Chronic administration of O-1602 diminishes adiposity in diet induced obese rat model (#87)
O-1602 is an agonist for GPR55. GPR55 is a putative endocannabinoid receptor, which also has an affinity for endogenous cannabinoid ligands anandamide and 2-arachidonyl glycerol. These ligands have been shown to induce appetite and reduce energy expenditure which is detrimental to the obese state.
There is limited research looking at the role of O-1602 in vivo. One study has found treatment for 1 week with 0.1mg/kg of O-1602 in Sprague Dawley rats resulted in increased adiposity and reduction of markers involved in lipolysis.
To determine the role that O-1602 has on food consumption, body weight, body composition and tissue collagen content in a diet induced obese rat model.
Sprague Dawley rats were fed a high fat diet (21% fat) for 9 weeks to induce an obese state, and then administered daily ip for 6 weeks with either 5mg/kg of O-1602 or vehicle control. The weight and food intake of the rats were monitored daily, body composition was measured using Echo MRI at baseline (week-9), mid treatment (week-12) and at the end of the treatment period (week-15). Tissues were collected on the last day of the treatment period (week-15). Liver and heart were analysed for collagen content using hydroxy proline assay.

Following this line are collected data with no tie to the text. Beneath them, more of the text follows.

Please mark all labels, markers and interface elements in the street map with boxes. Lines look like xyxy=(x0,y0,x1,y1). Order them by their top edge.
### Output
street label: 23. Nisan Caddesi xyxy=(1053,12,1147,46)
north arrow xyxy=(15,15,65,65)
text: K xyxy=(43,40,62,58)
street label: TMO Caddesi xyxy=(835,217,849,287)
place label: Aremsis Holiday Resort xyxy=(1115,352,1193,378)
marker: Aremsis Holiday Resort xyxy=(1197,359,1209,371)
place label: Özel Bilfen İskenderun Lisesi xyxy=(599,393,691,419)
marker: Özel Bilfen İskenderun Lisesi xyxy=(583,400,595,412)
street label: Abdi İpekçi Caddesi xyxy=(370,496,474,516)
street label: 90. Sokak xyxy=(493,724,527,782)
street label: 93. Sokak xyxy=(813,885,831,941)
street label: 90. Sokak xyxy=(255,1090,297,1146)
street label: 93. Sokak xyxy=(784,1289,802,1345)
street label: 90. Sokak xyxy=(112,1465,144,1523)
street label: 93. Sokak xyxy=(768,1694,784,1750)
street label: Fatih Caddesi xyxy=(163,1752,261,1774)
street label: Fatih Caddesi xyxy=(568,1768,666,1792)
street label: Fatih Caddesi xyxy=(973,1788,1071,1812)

Body weight was not altered in animals treated with O-1602, there was however a reduction in body fat (%) by week 15. Food consumption was only decreased in the first week of the six weeks of treatment with O-1602. Organs collected from the animals administered O-1602 visually appeared to have increased surrounding connective tissue, however no difference in collagen content between groups in liver or heart was observed. Further analysis is required to determine the full effects of this compound.
Supported by the Allen Foundation, ACS was supported by Australian Rotary Health Scholarship.